I am assuming the exercise of concern is the exercise 2 for the function compute_loss, given that the error you shared came from a test for exercise 2.
First, if I were you, I would compare the values of all intermediate variables before and after un-commenting that line, and look for differences. Take the template code offered in the Hints section as an example, I would compare the values for all underlined variables:
Then I would find out the first difference after the un-commented line, and investigate how the un-commented line could have made that change.
Additionally, to make sure that the comparison is as fair as possible, I would restart the Kernel, run it with the line commented, save the values of the intermediate variables, then restart the Kernel again, run it with the line un-commented this time. Giving them new kernels can make sure that there is no dependence on old Kernel activities. This way, any difference should be accounted for by that un-commented line.

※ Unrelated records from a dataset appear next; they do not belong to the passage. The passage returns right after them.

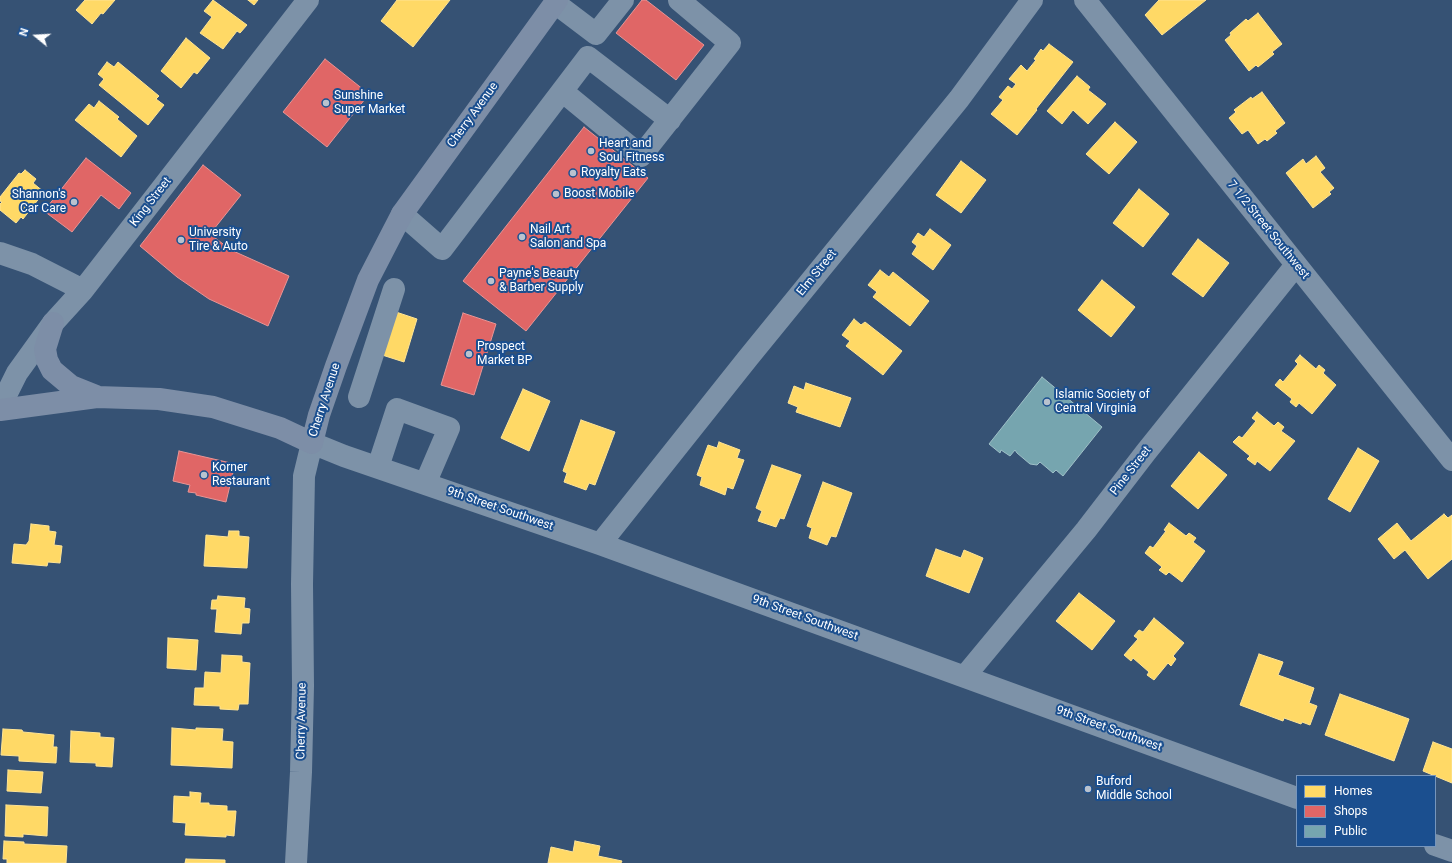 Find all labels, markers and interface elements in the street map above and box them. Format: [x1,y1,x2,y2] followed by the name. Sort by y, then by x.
[16,16,56,56] north arrow
[17,26,31,38] text: N
[445,80,501,150] street label: Cherry Avenue
[334,89,405,117] place label: Sunshine Super Market
[321,98,331,108] marker: Sunshine Super Market
[599,137,664,165] place label: Heart and Soul Fitness
[586,146,596,156] marker: Heart and Soul Fitness
[581,166,646,180] place label: Royalty Eats
[568,168,578,178] marker: Royalty Eats
[127,175,175,229] street label: King Street
[1224,178,1312,282] street label: 7 1/2 Street Southwest
[564,187,635,201] place label: Boost Mobile
[12,188,66,216] place label: Shannon's Car Care
[551,189,561,199] marker: Boost Mobile
[69,197,79,207] marker: Shannon's Car Care
[530,223,606,251] place label: Nail Art Salon and Spa
[189,226,248,254] place label: University Tire & Auto
[517,232,527,242] marker: Nail Art Salon and Spa
[176,235,186,245] marker: University Tire & Auto
[794,247,840,299] street label: Elm Street
[499,267,583,295] place label: Payne's Beauty & Barber Supply
[486,276,496,286] marker: Payne's Beauty & Barber Supply
[477,340,532,368] place label: Prospect Market BP
[464,349,474,359] marker: Prospect Market BP
[306,361,344,439] street label: Cherry Avenue
[1055,388,1150,416] place label: Islamic Society of Central Virginia
[1042,397,1052,407] marker: Islamic Society of Central Virginia
[1107,444,1155,498] street label: Pine Street
[212,461,270,489] place label: Korner Restaurant
[199,470,209,480] marker: Korner Restaurant
[445,484,555,534] street label: 9th Street Southwest
[750,592,860,644] street label: 9th Street Southwest
[294,682,310,760] street label: Cherry Avenue
[1054,703,1164,755] street label: 9th Street Southwest
[1096,775,1172,803] place label: Buford Middle School
[1296,775,1436,847] legend
[1083,784,1093,794] marker: Buford Middle School
[1334,784,1372,798] text: Homes
[1334,804,1368,818] text: Shops
[1334,824,1367,838] text: Public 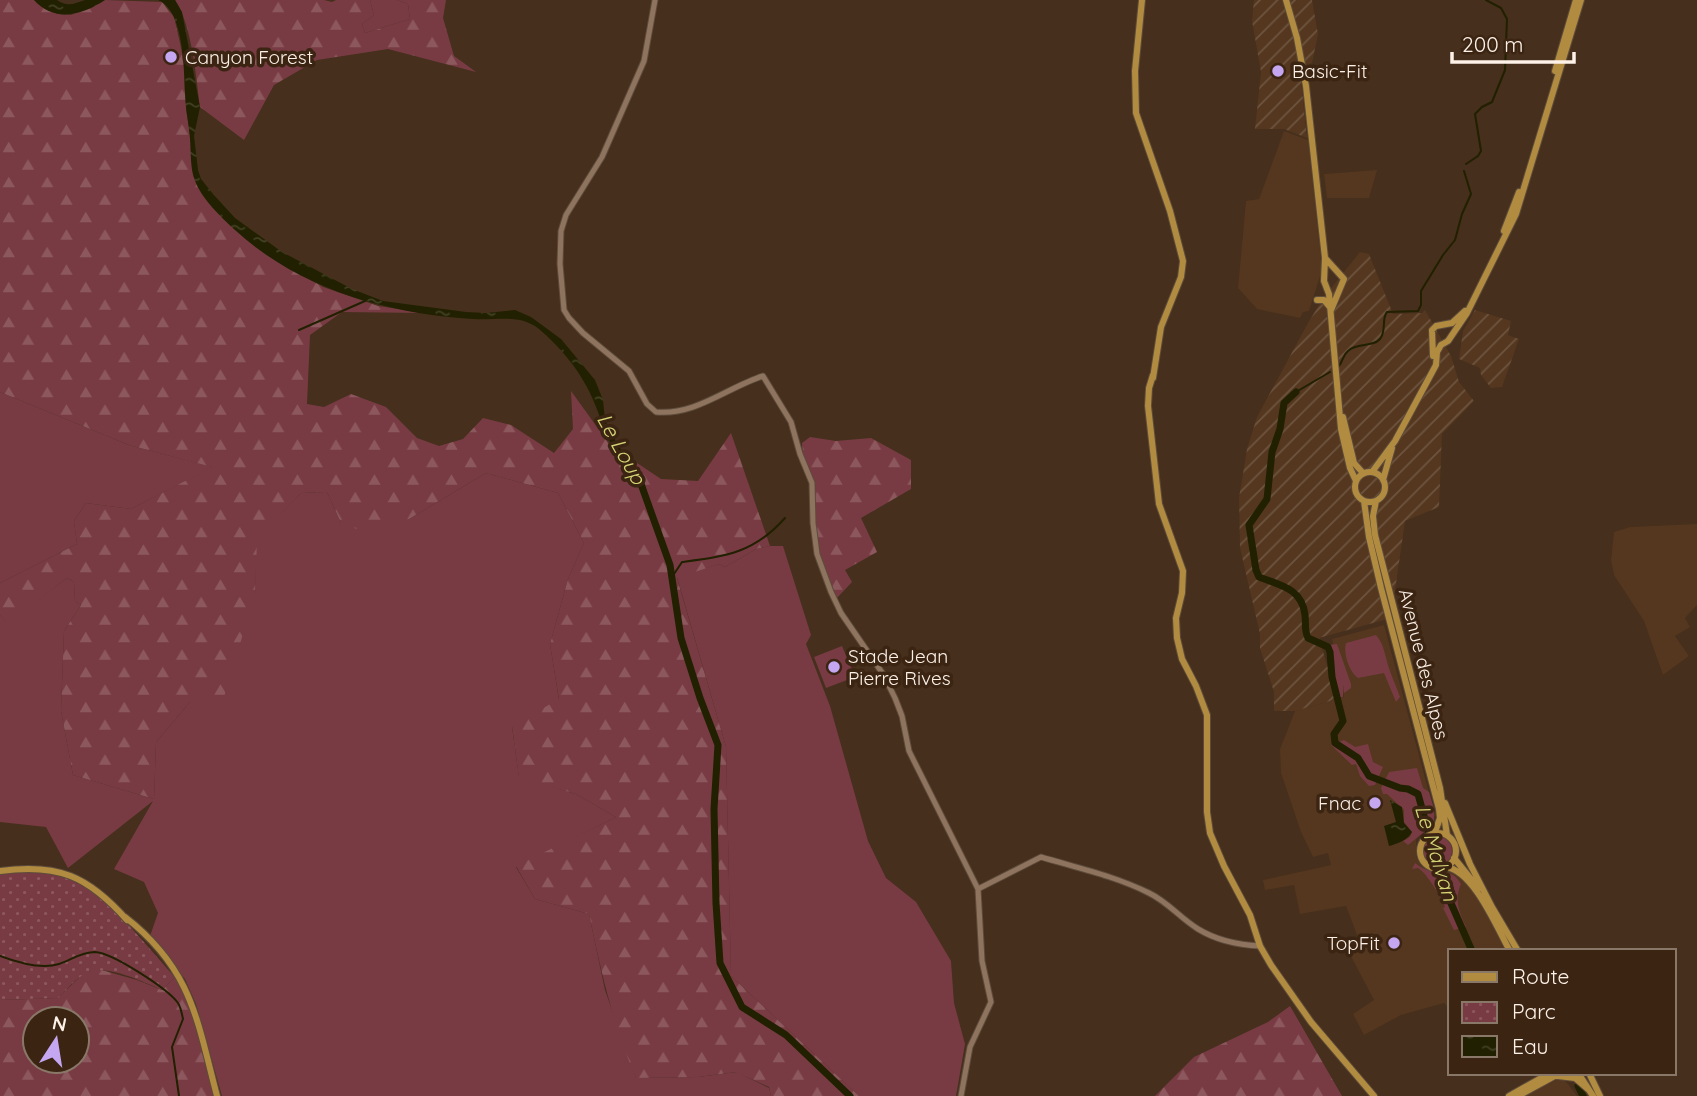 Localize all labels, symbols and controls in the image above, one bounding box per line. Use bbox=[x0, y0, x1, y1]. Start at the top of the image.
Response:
scale bar bbox=[1452, 21, 1574, 65]
text: 200 m bbox=[1462, 31, 1524, 57]
place label: Canyon Forest bbox=[185, 45, 313, 69]
marker: Canyon Forest bbox=[163, 49, 179, 65]
place label: Basic-Fit bbox=[1292, 59, 1367, 83]
marker: Basic-Fit bbox=[1270, 63, 1286, 79]
water label: Le Loup bbox=[592, 408, 653, 490]
street label: Avenue des Alpes bbox=[1394, 586, 1454, 742]
place label: Stade Jean Pierre Rives bbox=[848, 644, 951, 690]
marker: Stade Jean Pierre Rives bbox=[826, 659, 842, 675]
place label: Fnac bbox=[1318, 791, 1361, 815]
marker: Fnac bbox=[1367, 795, 1383, 811]
water label: Le Malvan bbox=[1410, 802, 1464, 905]
place label: TopFit bbox=[1327, 931, 1380, 955]
marker: TopFit bbox=[1386, 935, 1402, 951]
legend bbox=[1448, 949, 1676, 1075]
text: Route bbox=[1512, 963, 1569, 989]
text: Parc bbox=[1512, 998, 1556, 1024]
north arrow bbox=[21, 1005, 91, 1075]
text: N bbox=[50, 1010, 69, 1037]
text: Eau bbox=[1512, 1033, 1548, 1059]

I don’t know what could be overlooked for your case, maybe it’s something about the uncommented line or maybe it’s some provided code in the assignment, but either way I think we should be able to identify, because even if it was the provided code, think about how frequently a ML Engineer will need to work on existing works by teammates, figuring it out would be part of the Engineer’s work.
I’ve commented out the line which computed a_hat, which before I had prior to computing y_targets and was changing the results. The interesting thing here is what happens to max_qsa. If I copy the exact same code that computes max_qsa from the exercise, it changes the outcome. The same happens when I compute the q_values. I have the same statement for q_values_prior and q_values_post, and yet their values are different:
To discuss this with you, I have also investigated the problem and I have found the reason. From what I see in your last post, you are almost there. What I don’t see is how you used those results to derive the next step of your investigation. Here is part of my thought flow:
There are 3 components that compute max_qsa: (1) tf.reduce_max (2) target_q_network (3) next states.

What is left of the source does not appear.